Yesterday, I returned to work from lunch, and I sensed “something was up”. I saw a gaggle of women kind of lurking in the main area of the first floor of the ATC, looking rather anticipatory. It was as if they were waiting for something, without trying to look like they were waiting for something.

As I passed them, I felt them looking at me; felt like they were trying to guess if I was part of whatever it was they were waiting for. An odd feeling. I thought I overheard one of them say to another, about me “…he’s going to the radio station”. She sounded as if this was an exciting proposition. It was then that I clued in to the possibility that maybe there was something happening at the radio station. Maybe someone famous was here.

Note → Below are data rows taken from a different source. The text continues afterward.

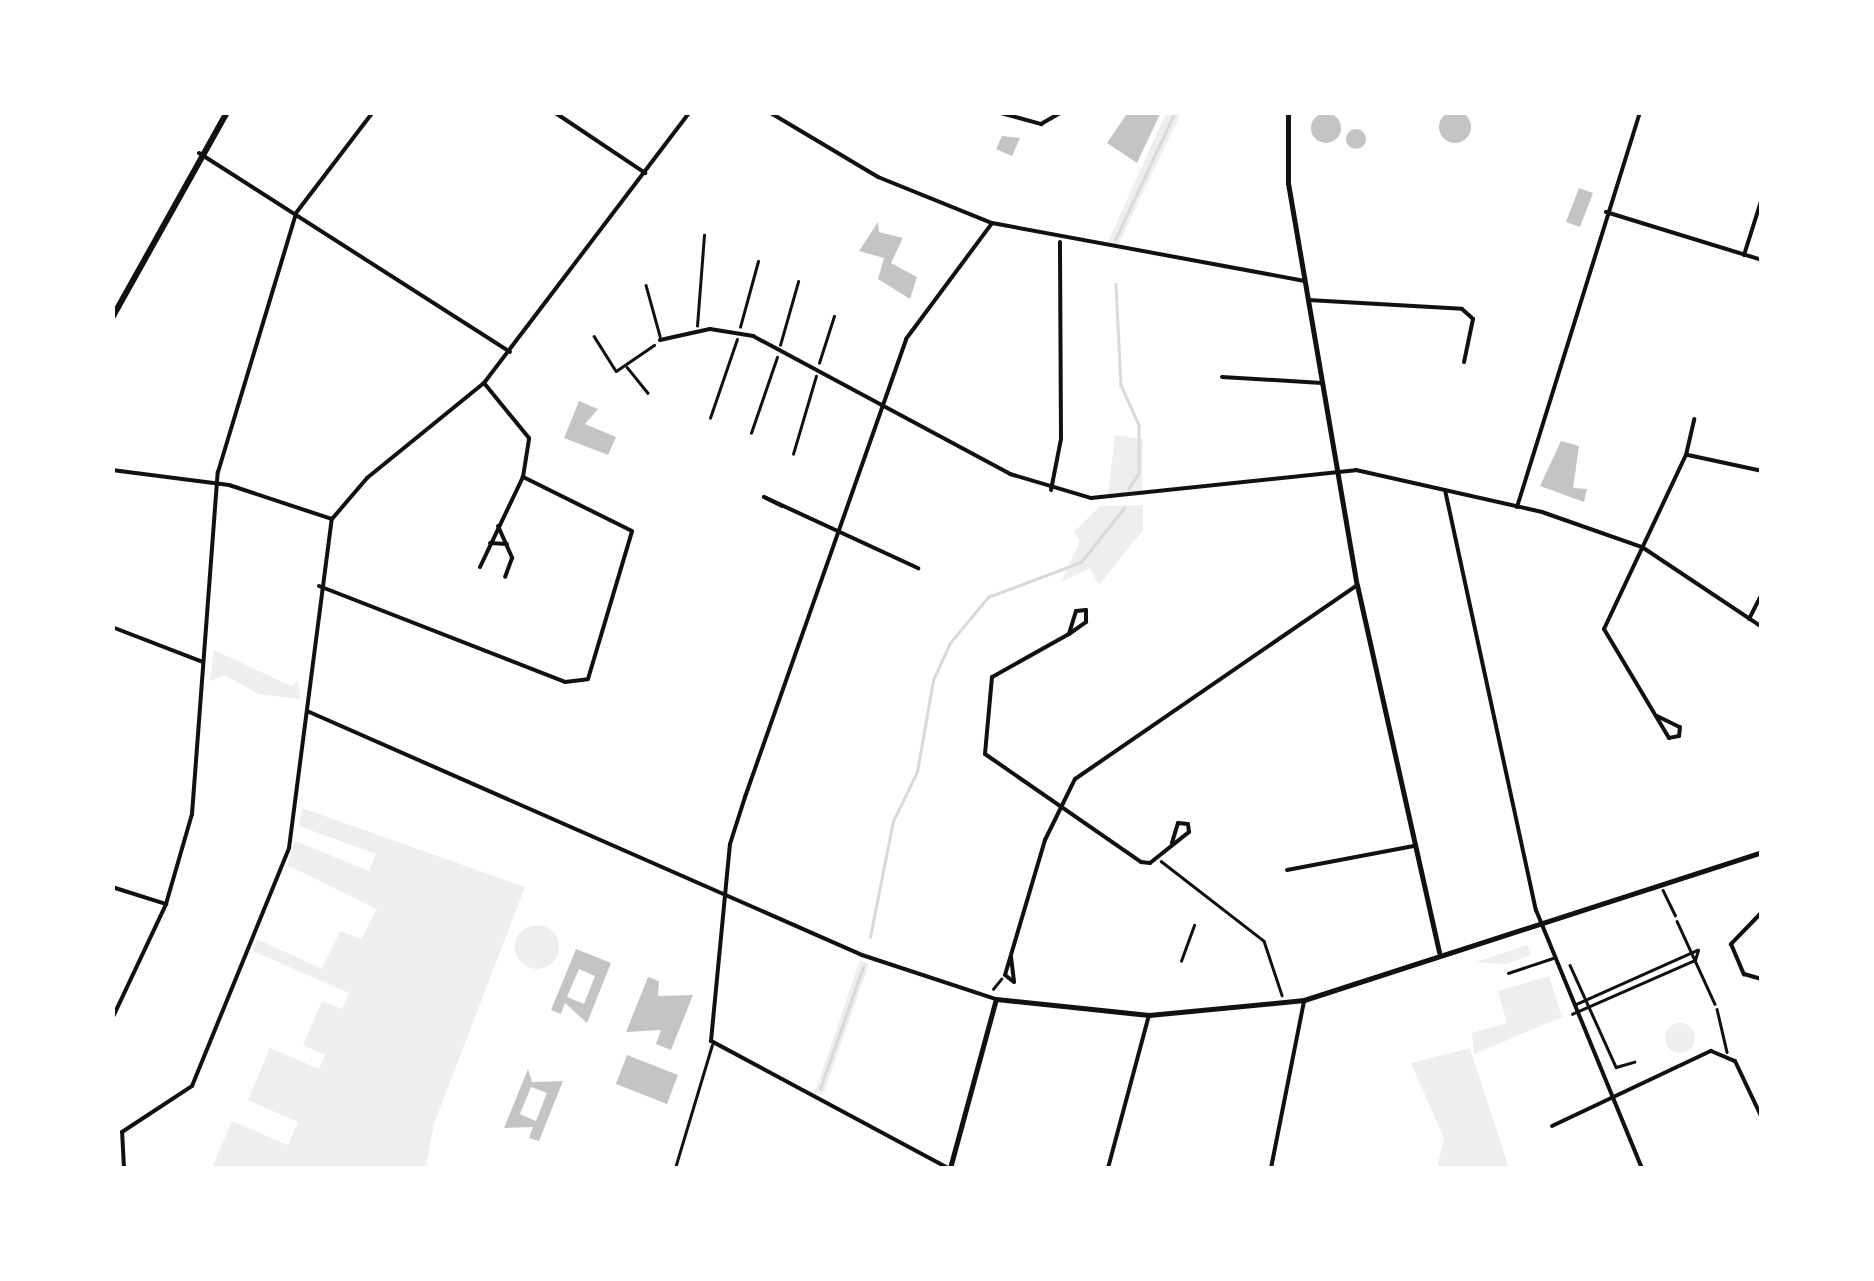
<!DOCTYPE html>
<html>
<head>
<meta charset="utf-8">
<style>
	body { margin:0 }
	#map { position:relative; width:1874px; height:1281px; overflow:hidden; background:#fff; font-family:"Public Sans",sans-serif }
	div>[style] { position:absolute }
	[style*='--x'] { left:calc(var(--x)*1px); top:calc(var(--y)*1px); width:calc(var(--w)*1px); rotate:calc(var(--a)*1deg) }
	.green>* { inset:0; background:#eee }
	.round { border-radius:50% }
	.stream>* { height:2.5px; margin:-1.25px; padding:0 1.25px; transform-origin:1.25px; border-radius:1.25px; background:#d9d9d9 }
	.building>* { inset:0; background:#c4c4c4 }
	.path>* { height:2.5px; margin:-1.25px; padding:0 1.25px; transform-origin:1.25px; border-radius:1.25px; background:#111 }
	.service>* { height:2.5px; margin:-1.25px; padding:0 1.25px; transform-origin:1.25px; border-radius:1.25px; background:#111 }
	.pedestrian>* { height:2.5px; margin:-1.25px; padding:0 1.25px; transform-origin:1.25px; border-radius:1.25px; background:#111 }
	.minor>* { height:4px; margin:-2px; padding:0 2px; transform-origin:2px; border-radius:2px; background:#111 }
	.tertiary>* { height:5px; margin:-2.5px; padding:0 2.5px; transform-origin:2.5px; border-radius:2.5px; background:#111 }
	.secondary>* { height:6px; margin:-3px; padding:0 3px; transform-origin:3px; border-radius:3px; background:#111 }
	span { translate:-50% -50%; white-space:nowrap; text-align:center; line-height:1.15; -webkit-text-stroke:9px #fff; paint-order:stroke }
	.frame { position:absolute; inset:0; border:115px solid #fff; pointer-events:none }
</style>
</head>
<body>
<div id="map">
	<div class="green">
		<div style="clip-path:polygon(1166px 113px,1181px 113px,1118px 245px,1107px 244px)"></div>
		<div style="clip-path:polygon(1115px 435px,1143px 439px,1142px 492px,1108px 494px)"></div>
		<div style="clip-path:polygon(1143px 505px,1143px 530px,1099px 585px,1090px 568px,1061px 582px,1080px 541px,1074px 532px,1100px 506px)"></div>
		<div style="clip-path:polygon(214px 650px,291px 686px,298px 681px,300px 699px,259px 694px,224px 675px,210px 681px)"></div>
		<div style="clip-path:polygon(302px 808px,525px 887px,434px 1124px,426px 1168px,212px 1168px,232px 1121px,288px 1145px,298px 1122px,248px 1100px,270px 1048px,319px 1069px,325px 1055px,303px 1045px,322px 1001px,342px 1009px,349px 993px,253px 951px,257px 939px,322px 969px,340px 931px,361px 939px,377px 909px,287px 865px,295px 841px,369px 871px,376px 854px,299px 826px)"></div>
		<div class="round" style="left:515px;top:925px;width:44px;height:44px"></div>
		<div style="clip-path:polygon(1527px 945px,1531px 955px,1506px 964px,1476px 962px)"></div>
		<div style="clip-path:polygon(860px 960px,869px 964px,823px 1095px,815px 1092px)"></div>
		<div style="clip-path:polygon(1549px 976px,1562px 1017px,1474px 1054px,1472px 1033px,1507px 1023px,1498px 991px)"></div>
		<div class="round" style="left:1665px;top:1023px;width:30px;height:30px"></div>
		<div style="clip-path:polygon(1470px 1048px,1509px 1168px,1437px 1168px,1444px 1138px,1411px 1063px)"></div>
	</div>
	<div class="stream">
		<div style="--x:1115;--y:240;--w:141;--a:-64.9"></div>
		<div style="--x:1116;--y:284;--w:101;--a:87.2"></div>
		<div style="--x:1121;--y:385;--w:44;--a:65.8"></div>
		<div style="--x:1139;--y:425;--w:48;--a:90"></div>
		<div style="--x:1139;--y:473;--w:19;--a:122"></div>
		<div style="--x:870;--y:937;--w:118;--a:-78.8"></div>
		<div style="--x:893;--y:821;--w:55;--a:-63.9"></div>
		<div style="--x:917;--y:772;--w:93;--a:-80.1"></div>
		<div style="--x:933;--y:680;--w:41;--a:-65.3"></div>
		<div style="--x:950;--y:643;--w:60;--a:-50.4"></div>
		<div style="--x:988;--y:597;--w:99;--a:-20.6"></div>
		<div style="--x:1081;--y:562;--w:69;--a:-51.5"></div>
		<div style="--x:820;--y:1089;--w:129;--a:-70.6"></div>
	</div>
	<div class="building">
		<div class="round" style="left:1439px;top:111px;width:32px;height:32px"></div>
		<div style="clip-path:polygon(1128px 112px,1161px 112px,1137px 163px,1107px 143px)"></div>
		<div class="round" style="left:1311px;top:113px;width:30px;height:30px"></div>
		<div class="round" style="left:1346px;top:129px;width:20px;height:20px"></div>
		<div style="clip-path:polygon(1002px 136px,1020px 138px,1012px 156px,996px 149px)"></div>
		<div style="clip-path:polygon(1579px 188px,1593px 193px,1580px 227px,1566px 222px)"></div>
		<div style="clip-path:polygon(878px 222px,879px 232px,903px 238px,891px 263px,917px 277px,910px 299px,878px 279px,884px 258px,859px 251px)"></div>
		<div style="clip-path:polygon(579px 401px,598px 409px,585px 424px,616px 437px,608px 455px,564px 438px)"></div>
		<div style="clip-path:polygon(1561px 441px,1579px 446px,1573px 488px,1587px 489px,1584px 502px,1540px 486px)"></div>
		<div style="clip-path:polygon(evenodd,576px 949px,611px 963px,587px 1023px,565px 1003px,561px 1014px,551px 1010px,576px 949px,579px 969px,595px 976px,584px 1004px,567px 997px,579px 969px)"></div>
		<div style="clip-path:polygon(648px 977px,659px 981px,658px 996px,693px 995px,671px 1050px,656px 1044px,661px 1030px,626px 1032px)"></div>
		<div style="clip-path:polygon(627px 1055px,678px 1075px,667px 1104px,616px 1084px)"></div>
		<div style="clip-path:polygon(evenodd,528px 1069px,532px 1082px,563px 1081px,539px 1141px,529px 1138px,533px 1127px,504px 1128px,528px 1069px,531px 1087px,547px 1093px,536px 1121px,520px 1114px,531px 1087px)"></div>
	</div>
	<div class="path">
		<div style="--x:646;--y:285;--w:53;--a:74.6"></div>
		<div style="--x:697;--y:326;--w:91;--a:-85.6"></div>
		<div style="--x:740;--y:327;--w:68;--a:-74.7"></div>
		<div style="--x:594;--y:336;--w:41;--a:57.8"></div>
		<div style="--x:616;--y:371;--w:46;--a:-34.4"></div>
		<div style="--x:780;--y:345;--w:66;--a:-74.1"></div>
		<div style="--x:819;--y:363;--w:49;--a:-72.3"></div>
		<div style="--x:627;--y:367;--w:33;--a:51"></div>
		<div style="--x:710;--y:418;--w:83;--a:-71.1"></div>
		<div style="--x:751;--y:433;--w:80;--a:-71.1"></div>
		<div style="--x:793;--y:454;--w:81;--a:-73.6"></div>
		<div style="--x:1161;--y:861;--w:130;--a:37.8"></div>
		<div style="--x:1264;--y:941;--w:57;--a:71.6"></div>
		<div style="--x:1663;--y:890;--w:28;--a:64"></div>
		<div style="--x:1181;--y:961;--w:38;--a:-70"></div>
		<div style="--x:993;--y:989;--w:13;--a:-51"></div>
		<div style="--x:1717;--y:1009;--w:44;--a:76.9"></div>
		<div style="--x:1757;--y:1168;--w:5;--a:-22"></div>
	</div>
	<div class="service">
		<div style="--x:1508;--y:973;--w:47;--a:-18.4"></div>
		<div style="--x:675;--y:1168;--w:128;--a:-73.3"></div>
	</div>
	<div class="pedestrian">
		<div style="--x:1677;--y:921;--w:91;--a:65.4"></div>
		<div style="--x:1570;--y:965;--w:112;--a:65.7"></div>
		<div style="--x:1616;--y:1067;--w:19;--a:-16"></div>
		<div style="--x:1572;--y:1014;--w:134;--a:-23.7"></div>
		<div style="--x:1695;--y:960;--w:10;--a:-73"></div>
		<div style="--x:1698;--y:950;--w:135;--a:155.9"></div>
	</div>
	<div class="minor">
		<div style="--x:554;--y:112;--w:110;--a:33.8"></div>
		<div style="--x:769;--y:112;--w:127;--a:30.8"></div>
		<div style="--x:878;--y:177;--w:123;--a:22"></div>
		<div style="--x:992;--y:223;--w:318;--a:10.5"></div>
		<div style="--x:997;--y:112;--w:46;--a:15.3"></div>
		<div style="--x:1041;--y:124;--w:24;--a:-30"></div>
		<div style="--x:199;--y:153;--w:369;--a:32.6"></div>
		<div style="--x:1606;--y:212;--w:163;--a:17.1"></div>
		<div style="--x:1744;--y:255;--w:60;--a:-72.5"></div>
		<div style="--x:1308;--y:300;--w:154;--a:3.3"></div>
		<div style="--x:1462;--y:309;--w:15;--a:42"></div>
		<div style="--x:1473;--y:319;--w:44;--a:101.8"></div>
		<div style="--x:660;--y:340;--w:51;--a:-12.4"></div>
		<div style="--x:710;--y:329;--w:44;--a:9.2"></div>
		<div style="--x:753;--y:336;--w:292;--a:28.2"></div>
		<div style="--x:1010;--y:474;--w:84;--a:16.5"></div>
		<div style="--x:1091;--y:498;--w:266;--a:-6"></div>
		<div style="--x:1356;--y:470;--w:191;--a:12.7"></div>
		<div style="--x:1542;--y:512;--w:106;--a:19.3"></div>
		<div style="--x:1642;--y:547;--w:144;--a:33.7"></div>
		<div style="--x:1222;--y:377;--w:100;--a:3.4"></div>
		<div style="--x:1688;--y:455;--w:76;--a:12.2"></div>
		<div style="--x:112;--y:470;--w:118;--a:7.3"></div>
		<div style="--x:229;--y:485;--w:108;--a:18.3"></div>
		<div style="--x:1051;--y:490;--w:52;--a:-78.9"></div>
		<div style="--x:1061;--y:439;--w:197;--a:-90.3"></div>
		<div style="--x:1445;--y:490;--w:430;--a:77.8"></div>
		<div style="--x:1536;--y:910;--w:279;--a:67.7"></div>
		<div style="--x:782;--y:506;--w:20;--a:-153"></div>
		<div style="--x:764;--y:497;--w:170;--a:24.8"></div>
		<div style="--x:1517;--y:507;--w:414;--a:-72.7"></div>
		<div style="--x:498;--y:526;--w:35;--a:66"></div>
		<div style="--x:512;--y:558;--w:20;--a:110"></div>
		<div style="--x:490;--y:543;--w:17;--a:3"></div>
		<div style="--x:480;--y:567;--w:100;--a:-64.5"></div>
		<div style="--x:319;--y:586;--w:264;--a:21.3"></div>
		<div style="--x:565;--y:682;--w:23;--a:-7"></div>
		<div style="--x:588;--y:679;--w:154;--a:-73.4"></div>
		<div style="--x:632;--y:531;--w:122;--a:-153.6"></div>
		<div style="--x:523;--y:477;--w:39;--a:-81"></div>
		<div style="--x:529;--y:438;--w:71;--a:-129.3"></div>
		<div style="--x:1749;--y:619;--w:28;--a:-63"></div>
		<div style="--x:112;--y:627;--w:97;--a:21"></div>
		<div style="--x:1069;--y:634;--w:21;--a:-35"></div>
		<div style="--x:1086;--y:622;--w:12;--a:-90"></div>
		<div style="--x:1086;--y:610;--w:10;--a:174"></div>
		<div style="--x:1076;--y:611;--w:24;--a:107"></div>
		<div style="--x:1069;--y:634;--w:88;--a:150.8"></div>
		<div style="--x:992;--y:677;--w:77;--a:95.2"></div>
		<div style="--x:985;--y:754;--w:190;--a:34.7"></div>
		<div style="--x:1141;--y:862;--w:9;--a:6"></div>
		<div style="--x:1150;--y:863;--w:50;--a:-38.5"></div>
		<div style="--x:1189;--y:832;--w:8;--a:-97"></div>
		<div style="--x:1188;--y:824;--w:10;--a:-174"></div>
		<div style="--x:1178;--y:823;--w:21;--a:107"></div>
		<div style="--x:307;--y:711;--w:606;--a:23.73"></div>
		<div style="--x:862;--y:955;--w:141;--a:18.2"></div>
		<div style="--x:1657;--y:716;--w:25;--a:26"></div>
		<div style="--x:1680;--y:727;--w:9;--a:96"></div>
		<div style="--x:1679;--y:736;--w:10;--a:169"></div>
		<div style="--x:1669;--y:738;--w:127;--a:-120.8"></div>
		<div style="--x:1604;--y:629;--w:192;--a:-64.8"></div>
		<div style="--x:1686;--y:455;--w:37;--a:-77"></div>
		<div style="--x:1287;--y:870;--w:129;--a:-10.7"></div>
		<div style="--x:112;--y:887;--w:57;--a:17.5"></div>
		<div style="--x:1762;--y:912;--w:45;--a:134.1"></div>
		<div style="--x:1731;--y:944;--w:33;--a:67"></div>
		<div style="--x:1744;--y:974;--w:19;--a:16"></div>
		<div style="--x:1011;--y:957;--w:25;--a:83"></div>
		<div style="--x:1014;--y:982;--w:11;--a:-142"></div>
		<div style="--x:1005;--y:975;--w:141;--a:-73.5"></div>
		<div style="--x:1045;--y:840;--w:68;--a:-63.8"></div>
		<div style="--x:1075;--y:779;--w:342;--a:-34.5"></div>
		<div style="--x:112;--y:1019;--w:127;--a:-64.8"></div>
		<div style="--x:166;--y:904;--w:94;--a:-73.9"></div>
		<div style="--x:192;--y:814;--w:343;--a:-85.7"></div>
		<div style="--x:218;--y:472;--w:270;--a:-73.2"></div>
		<div style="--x:296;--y:213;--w:127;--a:-52.7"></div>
		<div style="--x:1552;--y:1126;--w:176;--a:-25.3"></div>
		<div style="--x:1711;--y:1051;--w:26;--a:23"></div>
		<div style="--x:1735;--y:1061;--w:63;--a:64.7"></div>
		<div style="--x:124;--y:1168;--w:36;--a:-93"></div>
		<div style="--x:122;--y:1132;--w:84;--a:-33.3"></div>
		<div style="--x:192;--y:1086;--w:257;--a:-67.8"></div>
		<div style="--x:289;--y:848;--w:332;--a:-82.6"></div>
		<div style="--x:332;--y:519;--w:54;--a:-49.5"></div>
		<div style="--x:367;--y:478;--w:151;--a:-39.1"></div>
		<div style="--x:484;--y:383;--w:340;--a:-52.8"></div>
		<div style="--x:948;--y:1168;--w:269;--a:-151.8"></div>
		<div style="--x:711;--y:1041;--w:198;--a:-84.5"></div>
		<div style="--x:730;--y:844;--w:49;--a:-72.3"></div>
		<div style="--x:745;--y:797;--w:485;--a:-70.6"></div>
		<div style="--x:906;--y:339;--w:144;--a:-53.4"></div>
		<div style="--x:1108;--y:1168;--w:158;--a:-75"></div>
		<div style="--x:1271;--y:1168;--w:169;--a:-78.8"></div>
	</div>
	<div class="tertiary">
		<div style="--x:1288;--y:112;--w:71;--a:90"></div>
		<div style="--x:1288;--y:183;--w:408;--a:80.3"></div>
		<div style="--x:1357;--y:585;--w:376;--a:77.4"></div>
		<div style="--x:950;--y:1168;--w:175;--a:-74.8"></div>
		<div style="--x:996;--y:999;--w:154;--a:6"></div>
		<div style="--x:1149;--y:1015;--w:156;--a:-5.5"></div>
		<div style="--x:1304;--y:1000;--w:481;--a:-17.9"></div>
	</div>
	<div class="secondary">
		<div style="--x:112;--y:318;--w:236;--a:-60.8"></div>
	</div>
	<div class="frame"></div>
</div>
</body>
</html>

The annual seal hunt always brings a number of celebrities (2 years ago it was Paul McCartney and Heather Mills-McCartney, back when they were civil to one another) to protest the cruel and inhuman slaughtering of cute baby seals. Earlier in the morning yesterday, there were unconfirmed reports (later confirmed as false) that Paris Hilton was on the Island, so it was possible somebody famous was in our midst.

I went up to the third floor offices of our radio stations (where I work) and when I came in the door, I saw two hip looking strangers with huge cameras, plus one of our news department people, and I think someone from our promotions department. As I walked past the production studio, where the hip people were converged, I glanced in and saw Corey Tremere interviewing someone. Didn’t get a good look at him, but heard him speaking with a British accent.

Rod, who I share an office with, didn’t know what was going on, so it remained a mystery. After the interview was over, and the group was making its way out of the offices, I took the opportunity to “have to go to the bathroom” and walked past them. A tall, pretty good-looking guy seemed to be the centre of attention, but I didn’t recognize him at all.

When I came back from the bathroom, they were all gone, and I heard the gaggle of women making excited noise on the first floor, so I assumed the group must have just emerged from the elevator down there.

Anyway, turns out it was this guy, here to protest the seal hunt:

Nigel Barker. Apparently he’s America’s Next Top Model’s Hottest judge.